- THE PROBLEM
Each line holding the string "canvas" is to be copied from the data.

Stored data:
+---+

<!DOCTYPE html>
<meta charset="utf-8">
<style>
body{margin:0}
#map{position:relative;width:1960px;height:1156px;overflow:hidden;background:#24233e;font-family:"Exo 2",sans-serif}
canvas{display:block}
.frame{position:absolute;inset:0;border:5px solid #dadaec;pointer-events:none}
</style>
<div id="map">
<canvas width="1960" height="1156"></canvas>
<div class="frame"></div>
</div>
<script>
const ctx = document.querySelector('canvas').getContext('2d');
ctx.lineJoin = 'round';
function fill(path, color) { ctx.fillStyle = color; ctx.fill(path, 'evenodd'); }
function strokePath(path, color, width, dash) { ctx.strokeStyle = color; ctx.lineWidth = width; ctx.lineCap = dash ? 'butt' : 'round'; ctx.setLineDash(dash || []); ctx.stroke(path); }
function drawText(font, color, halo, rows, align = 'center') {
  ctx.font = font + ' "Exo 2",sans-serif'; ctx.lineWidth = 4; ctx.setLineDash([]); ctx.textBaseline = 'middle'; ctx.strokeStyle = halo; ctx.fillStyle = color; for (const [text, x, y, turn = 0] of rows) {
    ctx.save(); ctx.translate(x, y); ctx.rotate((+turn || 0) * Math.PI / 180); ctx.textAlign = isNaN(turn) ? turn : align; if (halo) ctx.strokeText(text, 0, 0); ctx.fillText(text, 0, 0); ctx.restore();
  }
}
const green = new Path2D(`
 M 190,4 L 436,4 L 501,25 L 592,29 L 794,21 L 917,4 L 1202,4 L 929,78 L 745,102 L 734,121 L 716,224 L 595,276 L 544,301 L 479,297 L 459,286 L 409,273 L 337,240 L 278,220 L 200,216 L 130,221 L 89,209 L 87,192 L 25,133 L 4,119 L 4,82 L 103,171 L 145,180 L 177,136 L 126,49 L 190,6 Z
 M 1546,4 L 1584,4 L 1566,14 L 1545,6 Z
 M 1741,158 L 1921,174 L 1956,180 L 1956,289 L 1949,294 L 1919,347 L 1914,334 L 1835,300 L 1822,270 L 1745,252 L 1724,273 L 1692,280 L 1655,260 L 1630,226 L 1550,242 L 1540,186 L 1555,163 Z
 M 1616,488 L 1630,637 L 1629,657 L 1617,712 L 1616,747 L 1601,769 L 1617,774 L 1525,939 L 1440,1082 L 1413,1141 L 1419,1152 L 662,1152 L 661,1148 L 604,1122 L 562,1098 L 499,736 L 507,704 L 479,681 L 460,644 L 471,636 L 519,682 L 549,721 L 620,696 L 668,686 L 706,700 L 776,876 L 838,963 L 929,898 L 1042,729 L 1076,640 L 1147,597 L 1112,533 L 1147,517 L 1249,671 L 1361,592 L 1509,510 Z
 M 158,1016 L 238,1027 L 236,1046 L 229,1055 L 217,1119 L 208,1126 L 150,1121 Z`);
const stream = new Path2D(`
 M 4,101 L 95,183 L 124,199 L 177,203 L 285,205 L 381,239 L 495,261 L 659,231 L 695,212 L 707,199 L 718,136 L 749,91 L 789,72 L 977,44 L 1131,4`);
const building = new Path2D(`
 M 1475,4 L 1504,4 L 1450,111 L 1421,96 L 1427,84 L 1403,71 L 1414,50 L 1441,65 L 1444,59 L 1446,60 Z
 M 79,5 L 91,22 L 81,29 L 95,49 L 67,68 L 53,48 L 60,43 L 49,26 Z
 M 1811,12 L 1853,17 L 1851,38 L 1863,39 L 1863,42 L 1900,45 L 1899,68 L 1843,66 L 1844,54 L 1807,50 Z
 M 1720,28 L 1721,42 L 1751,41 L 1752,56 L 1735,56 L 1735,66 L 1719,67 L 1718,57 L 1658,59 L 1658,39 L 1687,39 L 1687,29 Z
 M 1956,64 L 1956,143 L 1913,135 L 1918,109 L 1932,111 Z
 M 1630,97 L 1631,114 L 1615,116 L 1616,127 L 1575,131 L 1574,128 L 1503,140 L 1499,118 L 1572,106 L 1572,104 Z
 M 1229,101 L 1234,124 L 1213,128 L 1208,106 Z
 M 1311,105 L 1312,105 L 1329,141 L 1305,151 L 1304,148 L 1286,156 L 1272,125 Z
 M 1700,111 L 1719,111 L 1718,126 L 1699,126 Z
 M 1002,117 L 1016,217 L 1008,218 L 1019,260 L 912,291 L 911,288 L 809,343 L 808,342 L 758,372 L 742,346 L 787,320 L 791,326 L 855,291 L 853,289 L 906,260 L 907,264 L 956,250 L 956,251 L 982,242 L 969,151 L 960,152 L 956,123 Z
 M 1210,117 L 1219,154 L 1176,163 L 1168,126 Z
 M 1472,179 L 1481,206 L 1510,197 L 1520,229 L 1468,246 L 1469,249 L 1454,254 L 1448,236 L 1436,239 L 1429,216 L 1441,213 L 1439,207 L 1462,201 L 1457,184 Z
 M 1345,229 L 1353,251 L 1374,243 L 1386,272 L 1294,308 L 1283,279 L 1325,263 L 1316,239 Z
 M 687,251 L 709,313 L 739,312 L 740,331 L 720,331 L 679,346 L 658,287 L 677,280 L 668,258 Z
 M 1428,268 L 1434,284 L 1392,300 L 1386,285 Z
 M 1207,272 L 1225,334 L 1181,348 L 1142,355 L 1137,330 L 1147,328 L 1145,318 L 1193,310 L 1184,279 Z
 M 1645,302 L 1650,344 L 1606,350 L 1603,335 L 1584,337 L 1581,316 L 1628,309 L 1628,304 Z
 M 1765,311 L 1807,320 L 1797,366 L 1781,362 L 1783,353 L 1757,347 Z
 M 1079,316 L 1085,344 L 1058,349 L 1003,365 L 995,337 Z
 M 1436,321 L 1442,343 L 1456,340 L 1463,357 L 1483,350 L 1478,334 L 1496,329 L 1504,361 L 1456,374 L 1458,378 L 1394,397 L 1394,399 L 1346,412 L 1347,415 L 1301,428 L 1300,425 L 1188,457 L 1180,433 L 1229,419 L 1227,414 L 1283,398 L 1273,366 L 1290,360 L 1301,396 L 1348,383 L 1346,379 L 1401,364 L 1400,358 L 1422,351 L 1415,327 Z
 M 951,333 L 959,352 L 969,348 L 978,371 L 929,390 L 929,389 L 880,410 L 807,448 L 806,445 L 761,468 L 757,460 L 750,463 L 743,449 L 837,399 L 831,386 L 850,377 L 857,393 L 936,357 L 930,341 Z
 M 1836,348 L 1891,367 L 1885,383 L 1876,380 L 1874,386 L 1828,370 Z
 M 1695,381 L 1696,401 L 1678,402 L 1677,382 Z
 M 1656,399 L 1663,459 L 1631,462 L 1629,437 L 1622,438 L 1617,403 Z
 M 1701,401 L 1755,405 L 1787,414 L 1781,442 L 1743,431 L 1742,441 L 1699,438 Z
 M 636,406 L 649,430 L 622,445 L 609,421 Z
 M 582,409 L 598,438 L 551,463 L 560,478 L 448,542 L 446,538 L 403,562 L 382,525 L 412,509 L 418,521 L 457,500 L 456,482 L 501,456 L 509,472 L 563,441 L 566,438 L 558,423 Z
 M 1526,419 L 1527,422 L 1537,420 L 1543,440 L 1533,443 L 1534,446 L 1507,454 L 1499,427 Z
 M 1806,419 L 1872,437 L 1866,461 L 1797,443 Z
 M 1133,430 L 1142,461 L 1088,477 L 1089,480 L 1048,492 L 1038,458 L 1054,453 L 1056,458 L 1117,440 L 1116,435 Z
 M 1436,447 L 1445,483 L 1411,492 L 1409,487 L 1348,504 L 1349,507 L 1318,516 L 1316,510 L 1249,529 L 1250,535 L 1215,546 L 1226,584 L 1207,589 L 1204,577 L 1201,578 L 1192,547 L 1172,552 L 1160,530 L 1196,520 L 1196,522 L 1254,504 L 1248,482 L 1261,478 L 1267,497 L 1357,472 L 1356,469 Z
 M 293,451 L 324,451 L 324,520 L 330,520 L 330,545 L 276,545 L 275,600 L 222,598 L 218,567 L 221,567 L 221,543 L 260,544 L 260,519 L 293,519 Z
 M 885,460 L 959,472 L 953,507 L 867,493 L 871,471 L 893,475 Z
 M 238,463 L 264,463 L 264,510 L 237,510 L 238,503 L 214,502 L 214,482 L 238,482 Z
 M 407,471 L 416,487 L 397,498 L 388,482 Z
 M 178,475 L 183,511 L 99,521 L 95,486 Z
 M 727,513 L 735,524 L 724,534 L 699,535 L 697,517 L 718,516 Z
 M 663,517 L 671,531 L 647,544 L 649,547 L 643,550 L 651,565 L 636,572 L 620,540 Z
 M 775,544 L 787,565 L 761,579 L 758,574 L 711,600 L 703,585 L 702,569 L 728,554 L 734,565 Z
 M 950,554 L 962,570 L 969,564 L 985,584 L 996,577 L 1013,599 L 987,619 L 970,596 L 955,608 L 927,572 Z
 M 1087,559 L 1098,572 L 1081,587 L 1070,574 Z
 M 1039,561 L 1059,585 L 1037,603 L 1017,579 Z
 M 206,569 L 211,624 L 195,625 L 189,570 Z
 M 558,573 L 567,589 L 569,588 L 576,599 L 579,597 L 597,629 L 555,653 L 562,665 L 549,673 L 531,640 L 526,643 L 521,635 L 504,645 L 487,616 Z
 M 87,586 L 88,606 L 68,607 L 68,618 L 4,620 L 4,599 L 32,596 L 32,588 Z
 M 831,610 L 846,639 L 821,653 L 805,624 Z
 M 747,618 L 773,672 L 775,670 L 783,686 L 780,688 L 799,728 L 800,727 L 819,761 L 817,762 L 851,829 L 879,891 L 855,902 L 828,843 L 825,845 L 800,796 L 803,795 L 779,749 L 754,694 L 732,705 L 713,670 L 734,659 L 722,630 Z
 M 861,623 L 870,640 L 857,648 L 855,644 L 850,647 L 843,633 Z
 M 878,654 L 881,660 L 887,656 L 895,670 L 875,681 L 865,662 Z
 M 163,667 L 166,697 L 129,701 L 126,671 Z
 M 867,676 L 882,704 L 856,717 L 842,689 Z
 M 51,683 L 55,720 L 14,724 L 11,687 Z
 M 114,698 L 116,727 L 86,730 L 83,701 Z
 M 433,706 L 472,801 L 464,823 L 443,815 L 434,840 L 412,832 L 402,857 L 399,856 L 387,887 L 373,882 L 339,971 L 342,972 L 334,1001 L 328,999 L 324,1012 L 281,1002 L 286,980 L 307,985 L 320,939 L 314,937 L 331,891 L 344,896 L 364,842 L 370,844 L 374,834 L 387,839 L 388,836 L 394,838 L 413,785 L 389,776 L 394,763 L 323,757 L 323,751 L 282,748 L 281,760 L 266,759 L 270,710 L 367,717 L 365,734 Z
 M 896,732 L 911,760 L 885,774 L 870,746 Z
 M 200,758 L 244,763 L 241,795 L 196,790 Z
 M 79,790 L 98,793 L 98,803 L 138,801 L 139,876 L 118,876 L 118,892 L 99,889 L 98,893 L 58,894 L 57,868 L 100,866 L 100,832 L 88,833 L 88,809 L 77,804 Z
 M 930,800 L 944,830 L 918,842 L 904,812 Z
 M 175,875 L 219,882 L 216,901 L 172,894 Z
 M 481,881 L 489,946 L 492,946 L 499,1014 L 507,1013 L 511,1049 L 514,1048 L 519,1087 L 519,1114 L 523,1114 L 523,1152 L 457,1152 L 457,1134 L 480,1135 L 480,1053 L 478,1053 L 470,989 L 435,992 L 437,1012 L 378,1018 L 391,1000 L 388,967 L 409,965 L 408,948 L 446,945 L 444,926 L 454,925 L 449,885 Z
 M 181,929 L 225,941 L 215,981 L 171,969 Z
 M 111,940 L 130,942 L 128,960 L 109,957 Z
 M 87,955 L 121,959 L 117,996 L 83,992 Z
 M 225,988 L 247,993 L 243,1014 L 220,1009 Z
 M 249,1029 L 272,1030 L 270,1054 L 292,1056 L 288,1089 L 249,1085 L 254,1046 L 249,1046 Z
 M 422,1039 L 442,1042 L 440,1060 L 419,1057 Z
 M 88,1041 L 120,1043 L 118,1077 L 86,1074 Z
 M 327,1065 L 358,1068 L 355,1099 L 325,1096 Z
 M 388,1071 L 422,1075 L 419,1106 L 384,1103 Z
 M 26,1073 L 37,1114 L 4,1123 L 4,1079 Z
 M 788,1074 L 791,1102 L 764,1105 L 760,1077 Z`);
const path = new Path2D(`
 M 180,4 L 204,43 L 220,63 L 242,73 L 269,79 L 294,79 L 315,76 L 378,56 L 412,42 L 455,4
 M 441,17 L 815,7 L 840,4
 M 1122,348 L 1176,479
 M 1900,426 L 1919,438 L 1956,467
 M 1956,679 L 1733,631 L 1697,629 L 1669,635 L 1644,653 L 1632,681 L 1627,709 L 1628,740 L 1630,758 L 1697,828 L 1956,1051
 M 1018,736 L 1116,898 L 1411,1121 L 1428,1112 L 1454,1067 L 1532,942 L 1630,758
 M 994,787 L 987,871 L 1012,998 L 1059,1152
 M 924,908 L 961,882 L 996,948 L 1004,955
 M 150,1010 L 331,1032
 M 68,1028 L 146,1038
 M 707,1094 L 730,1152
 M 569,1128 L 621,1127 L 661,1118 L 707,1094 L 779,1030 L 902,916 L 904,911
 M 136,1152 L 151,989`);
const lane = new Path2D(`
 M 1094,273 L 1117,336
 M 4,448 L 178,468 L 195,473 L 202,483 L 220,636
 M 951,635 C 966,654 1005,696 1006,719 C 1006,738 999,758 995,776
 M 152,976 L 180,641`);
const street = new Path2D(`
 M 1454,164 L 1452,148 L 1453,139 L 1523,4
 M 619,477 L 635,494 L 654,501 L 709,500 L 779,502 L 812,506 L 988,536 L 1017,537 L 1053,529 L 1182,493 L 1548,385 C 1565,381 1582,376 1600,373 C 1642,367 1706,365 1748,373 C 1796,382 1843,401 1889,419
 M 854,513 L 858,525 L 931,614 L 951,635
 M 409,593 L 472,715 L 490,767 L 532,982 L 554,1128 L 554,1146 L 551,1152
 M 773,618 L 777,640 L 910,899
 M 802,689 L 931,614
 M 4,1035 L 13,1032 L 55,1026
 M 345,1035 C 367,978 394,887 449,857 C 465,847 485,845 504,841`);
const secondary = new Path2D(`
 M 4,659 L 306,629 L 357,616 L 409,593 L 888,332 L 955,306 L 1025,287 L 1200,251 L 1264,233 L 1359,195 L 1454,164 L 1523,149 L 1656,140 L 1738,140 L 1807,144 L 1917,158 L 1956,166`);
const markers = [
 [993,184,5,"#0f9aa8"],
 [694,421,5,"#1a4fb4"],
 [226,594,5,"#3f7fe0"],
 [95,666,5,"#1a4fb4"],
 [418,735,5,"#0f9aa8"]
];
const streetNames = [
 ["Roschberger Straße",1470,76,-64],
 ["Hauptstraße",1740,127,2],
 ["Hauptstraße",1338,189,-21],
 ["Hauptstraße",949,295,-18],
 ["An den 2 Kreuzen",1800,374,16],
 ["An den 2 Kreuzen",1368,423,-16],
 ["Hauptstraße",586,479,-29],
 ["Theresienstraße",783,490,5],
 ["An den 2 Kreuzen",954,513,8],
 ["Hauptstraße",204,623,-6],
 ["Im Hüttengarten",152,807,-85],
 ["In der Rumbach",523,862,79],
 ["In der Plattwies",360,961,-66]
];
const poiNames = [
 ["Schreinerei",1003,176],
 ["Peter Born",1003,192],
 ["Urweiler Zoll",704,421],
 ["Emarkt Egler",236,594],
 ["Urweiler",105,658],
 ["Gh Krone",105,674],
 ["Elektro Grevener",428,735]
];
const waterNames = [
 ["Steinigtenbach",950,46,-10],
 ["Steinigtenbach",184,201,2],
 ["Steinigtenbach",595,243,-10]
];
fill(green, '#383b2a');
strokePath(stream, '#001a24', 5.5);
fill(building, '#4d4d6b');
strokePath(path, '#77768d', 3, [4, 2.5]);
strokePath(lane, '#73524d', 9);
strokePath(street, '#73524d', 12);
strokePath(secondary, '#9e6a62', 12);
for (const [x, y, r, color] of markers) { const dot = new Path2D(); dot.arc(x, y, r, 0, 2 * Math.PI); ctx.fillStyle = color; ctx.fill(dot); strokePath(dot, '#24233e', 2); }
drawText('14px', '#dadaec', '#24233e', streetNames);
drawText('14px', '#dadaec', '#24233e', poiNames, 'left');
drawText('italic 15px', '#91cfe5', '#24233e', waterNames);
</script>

+---+

- SOLVED PROBLEM
canvas{display:block}
<canvas width="1960" height="1156"></canvas>
const ctx = document.querySelector('canvas').getContext('2d');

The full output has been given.